Spy (espion) — un objet de test qui enveloppe une instance réelle et enregistre les informations sur chaque appel : quelles méthodes ont été appelées, avec quels arguments et combien de fois. Contrairement à un mock, un spy utilise l’implémentation réelle de l’objet enveloppé — les appels passent par le code réel, et le spy ne fait qu’enregistrer les faits. Après l’exécution du test, le développeur vérifie les enregistrements de l’espion : « La méthode sendAnalytics a-t-elle été appelée trois fois ? ». Pour en savoir plus, consultez le guide de test Android.
Points clés
Spy — une enveloppe autour d’un objet réel qui intercepte tous les appels de méthodes et les enregistre. La logique réelle de l’objet est exécutée : si la méthode enregistre des données, calcule une valeur ou effectue une requête — tout se passe normalement. De plus, le spy enregistre les métadonnées : nom de la méthode, arguments, nombre d’appels, temps d’exécution. Le terme fait partie de la classification de Meszaros (2007) et est décrit en détail dans l’article de Martin Fowler « Mocks Aren’t Stubs ».

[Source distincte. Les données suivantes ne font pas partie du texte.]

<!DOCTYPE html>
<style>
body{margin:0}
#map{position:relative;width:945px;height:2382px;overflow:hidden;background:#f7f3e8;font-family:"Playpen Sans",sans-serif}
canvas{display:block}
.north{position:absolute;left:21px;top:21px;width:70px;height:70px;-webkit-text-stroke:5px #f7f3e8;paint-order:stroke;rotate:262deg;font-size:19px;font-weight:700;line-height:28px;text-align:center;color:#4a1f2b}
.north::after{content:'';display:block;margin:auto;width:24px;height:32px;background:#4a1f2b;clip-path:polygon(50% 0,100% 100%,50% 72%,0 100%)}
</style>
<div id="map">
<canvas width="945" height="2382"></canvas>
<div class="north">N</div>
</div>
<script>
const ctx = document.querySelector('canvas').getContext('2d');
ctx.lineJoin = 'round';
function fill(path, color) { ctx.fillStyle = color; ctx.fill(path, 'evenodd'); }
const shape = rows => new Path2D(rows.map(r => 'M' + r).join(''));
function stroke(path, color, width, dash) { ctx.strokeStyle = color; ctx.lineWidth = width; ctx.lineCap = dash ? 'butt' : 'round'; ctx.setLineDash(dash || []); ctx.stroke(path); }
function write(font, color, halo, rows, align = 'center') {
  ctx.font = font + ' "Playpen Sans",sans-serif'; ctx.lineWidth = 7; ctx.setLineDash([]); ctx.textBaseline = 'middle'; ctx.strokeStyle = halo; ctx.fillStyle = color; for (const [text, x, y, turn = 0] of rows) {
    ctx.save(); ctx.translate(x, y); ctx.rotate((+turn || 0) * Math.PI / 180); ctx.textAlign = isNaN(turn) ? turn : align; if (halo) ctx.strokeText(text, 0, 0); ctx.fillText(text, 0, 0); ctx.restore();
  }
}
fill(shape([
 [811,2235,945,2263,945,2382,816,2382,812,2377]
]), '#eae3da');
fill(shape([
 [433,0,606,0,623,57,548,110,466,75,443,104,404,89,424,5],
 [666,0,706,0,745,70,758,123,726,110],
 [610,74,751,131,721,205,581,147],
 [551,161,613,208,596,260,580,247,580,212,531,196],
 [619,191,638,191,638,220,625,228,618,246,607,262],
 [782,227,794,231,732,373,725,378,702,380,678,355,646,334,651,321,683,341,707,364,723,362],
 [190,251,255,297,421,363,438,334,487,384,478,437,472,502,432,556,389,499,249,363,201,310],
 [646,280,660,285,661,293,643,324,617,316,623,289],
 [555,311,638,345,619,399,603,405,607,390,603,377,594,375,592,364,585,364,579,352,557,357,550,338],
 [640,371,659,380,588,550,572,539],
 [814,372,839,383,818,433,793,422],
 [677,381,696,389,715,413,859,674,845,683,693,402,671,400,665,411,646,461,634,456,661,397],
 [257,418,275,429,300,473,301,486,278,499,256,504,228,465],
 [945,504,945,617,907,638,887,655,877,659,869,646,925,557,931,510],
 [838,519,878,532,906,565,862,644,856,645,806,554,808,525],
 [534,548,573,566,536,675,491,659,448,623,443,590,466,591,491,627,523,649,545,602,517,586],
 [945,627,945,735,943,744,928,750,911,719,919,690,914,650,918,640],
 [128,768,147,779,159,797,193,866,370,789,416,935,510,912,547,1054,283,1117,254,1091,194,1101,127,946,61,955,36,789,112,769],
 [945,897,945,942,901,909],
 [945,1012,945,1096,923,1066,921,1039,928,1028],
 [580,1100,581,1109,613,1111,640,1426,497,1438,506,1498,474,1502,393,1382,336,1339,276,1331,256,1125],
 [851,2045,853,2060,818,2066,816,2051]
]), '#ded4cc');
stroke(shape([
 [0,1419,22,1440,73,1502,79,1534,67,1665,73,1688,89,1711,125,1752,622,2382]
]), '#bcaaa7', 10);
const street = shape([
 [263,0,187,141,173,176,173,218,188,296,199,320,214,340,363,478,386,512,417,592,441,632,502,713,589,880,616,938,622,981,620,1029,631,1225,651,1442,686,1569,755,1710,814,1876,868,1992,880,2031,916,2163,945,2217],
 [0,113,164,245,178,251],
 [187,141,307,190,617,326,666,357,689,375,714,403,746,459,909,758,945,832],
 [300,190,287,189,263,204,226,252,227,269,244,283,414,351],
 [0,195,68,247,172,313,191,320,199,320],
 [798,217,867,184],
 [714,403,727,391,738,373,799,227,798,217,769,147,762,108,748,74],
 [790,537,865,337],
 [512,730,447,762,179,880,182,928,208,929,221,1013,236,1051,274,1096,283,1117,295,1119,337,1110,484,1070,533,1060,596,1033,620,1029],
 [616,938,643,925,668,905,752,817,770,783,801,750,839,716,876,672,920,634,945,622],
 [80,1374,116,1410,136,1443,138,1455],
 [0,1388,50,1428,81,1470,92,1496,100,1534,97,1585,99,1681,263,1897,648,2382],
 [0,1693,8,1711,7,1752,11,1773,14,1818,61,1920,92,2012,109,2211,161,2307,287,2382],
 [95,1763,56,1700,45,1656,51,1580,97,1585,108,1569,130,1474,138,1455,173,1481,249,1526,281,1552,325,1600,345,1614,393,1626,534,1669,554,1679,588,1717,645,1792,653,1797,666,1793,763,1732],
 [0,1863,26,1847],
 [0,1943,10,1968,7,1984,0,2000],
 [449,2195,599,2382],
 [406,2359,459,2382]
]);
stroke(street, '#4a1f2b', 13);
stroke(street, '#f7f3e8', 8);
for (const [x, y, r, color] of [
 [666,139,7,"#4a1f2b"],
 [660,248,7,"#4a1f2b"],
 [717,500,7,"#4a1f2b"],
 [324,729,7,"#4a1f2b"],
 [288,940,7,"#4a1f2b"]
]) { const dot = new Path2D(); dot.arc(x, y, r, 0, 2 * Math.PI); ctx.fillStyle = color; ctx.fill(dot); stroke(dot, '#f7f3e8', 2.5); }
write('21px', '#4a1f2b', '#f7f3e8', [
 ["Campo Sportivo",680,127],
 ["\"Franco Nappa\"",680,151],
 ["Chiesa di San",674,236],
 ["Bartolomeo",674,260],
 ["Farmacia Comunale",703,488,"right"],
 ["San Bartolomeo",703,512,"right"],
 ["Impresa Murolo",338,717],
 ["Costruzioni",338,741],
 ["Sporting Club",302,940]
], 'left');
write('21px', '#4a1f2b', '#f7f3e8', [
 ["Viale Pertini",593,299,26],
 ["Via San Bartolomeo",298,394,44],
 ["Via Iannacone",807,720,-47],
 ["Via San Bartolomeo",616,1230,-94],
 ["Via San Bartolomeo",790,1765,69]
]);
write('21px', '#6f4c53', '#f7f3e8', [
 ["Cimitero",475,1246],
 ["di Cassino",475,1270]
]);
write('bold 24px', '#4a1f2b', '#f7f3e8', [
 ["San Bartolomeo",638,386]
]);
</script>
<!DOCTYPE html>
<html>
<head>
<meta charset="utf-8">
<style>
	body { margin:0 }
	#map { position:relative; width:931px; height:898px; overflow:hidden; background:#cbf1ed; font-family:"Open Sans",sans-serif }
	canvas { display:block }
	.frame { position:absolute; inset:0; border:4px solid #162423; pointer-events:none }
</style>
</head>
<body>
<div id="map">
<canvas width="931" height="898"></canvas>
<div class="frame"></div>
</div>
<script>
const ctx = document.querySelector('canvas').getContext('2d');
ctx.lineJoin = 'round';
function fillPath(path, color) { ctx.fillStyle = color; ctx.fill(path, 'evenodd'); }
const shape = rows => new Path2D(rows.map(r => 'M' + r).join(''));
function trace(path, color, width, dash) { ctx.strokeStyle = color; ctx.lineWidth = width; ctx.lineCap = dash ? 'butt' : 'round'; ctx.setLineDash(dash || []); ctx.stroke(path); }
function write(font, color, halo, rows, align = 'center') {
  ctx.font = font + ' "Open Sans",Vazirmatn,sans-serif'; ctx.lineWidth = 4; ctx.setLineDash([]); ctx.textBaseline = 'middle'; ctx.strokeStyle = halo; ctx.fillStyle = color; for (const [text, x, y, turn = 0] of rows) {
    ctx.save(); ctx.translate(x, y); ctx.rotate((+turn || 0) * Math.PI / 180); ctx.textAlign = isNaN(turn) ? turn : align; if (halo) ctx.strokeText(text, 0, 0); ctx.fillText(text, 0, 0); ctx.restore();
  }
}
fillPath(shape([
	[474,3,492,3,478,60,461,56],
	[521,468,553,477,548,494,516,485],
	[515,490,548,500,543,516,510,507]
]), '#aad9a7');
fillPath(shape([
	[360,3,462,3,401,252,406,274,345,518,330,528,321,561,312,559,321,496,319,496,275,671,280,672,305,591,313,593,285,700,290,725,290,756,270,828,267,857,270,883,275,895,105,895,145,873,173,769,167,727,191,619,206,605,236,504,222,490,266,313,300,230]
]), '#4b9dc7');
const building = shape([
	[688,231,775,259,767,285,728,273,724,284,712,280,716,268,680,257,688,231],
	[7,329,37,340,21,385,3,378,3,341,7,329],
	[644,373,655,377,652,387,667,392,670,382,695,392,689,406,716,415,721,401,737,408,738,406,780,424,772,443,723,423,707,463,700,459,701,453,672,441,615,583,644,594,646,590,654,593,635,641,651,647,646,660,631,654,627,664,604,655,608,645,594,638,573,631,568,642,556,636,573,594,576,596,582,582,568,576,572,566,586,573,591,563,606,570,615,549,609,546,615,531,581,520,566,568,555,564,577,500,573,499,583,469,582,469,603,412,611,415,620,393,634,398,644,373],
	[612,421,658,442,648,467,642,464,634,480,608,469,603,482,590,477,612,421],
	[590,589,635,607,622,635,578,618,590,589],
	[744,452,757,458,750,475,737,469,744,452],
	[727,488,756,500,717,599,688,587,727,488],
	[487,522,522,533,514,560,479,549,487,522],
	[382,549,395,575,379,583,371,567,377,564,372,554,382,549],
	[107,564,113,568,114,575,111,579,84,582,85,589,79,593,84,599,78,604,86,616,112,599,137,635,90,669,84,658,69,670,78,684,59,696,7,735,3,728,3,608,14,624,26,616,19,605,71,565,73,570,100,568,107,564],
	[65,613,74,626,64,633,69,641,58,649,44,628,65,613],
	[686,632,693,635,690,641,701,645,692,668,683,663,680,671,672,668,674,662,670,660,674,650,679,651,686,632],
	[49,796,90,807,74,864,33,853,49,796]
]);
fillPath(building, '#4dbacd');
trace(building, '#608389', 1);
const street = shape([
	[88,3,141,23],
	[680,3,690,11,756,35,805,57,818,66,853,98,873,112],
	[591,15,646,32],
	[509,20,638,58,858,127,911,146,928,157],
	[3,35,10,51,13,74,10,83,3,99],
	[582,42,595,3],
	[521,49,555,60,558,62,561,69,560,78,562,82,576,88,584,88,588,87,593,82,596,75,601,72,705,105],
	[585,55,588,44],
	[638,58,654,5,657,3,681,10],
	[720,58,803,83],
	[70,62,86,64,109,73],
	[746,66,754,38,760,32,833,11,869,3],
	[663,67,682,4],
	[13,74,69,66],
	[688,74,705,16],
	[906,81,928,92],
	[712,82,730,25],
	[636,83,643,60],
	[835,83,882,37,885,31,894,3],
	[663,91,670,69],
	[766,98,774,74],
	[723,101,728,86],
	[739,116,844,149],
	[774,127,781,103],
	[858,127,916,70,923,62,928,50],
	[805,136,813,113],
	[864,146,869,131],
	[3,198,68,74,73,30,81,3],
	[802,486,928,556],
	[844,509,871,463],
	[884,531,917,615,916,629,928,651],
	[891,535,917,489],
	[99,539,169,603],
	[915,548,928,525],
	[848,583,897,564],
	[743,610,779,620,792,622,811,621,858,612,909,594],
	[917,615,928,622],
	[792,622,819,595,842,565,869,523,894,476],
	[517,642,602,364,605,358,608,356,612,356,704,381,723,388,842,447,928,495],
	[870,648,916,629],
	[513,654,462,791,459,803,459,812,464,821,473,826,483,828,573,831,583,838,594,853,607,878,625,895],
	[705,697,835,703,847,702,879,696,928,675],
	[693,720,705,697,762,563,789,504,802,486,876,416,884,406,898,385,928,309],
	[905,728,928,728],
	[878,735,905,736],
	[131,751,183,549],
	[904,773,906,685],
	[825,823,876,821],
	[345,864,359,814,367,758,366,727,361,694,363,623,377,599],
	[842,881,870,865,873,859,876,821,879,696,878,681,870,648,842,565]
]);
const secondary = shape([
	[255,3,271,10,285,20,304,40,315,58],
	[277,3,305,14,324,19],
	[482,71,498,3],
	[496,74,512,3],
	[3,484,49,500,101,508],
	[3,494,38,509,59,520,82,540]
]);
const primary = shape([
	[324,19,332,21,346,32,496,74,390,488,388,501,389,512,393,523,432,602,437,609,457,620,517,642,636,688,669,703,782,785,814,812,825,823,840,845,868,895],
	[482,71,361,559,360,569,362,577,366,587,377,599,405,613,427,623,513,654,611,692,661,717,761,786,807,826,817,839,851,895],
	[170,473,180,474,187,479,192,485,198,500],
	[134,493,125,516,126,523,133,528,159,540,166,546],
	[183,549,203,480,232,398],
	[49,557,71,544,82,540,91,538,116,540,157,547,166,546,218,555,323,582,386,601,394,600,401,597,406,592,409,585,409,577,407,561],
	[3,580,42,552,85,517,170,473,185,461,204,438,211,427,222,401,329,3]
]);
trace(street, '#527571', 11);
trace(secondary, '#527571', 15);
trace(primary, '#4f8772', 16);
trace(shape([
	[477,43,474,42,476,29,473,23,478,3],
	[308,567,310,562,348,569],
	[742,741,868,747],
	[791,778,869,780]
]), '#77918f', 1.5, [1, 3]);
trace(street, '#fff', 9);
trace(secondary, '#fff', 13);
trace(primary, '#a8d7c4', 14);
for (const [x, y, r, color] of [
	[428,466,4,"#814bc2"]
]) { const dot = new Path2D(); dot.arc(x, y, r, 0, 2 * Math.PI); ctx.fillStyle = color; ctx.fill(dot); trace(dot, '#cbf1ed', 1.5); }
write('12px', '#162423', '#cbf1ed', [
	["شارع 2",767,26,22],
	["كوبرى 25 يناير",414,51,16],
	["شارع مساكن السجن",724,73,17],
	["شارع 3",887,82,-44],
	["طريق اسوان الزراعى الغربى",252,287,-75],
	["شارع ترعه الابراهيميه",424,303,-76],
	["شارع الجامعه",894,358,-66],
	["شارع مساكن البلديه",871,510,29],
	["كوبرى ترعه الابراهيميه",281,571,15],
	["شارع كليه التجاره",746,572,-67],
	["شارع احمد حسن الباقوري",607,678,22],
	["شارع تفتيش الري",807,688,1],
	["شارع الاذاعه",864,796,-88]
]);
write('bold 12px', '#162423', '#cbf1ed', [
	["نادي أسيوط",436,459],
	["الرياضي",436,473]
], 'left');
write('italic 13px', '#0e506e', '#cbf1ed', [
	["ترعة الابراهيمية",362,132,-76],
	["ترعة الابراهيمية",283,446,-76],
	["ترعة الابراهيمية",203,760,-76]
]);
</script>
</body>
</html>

Différence clé avec un Mock — un mock remplace complètement l’objet par un stub de test ; toutes les méthodes ne font rien par défaut. Un spy enveloppe un objet existant : toutes les méthodes fonctionnent normalement par défaut, mais sont également enregistrées. Cette distinction est fondamentale : un mock isole le code testé de la réalité, tandis qu’un spy préserve la réalité et permet de l’observer. Le choix entre eux dépend de ce qui est testé.
Un spy est le bon choix — si le code testé modifie l’état d’un objet réel, et que le test doit à la fois vérifier le résultat (état) et s’assurer que les appels ont été effectués dans le bon ordre. Un mock n’est pas adapté car il n’exécute pas l’implémentation réelle. Un stub n’est pas adapté car il n’enregistre pas les appels. Un spy est le seul double de test qui préserve à la fois la logique réelle et fournit des informations sur les appels.
Mock — isolation complète. Si le test ne doit pas dépendre de l’implémentation de l’objet réel (par exemple, une base de données ou un client réseau), utilisez un mock. Un mock garantit qu’aucun appel n’atteint le composant réel. C’est sûr et prévisible. L’inconvénient : un mock n’exécute pas de logique réelle, donc si le code testé dépend d’une valeur de retour, elle doit être configurée explicitement via when/stub.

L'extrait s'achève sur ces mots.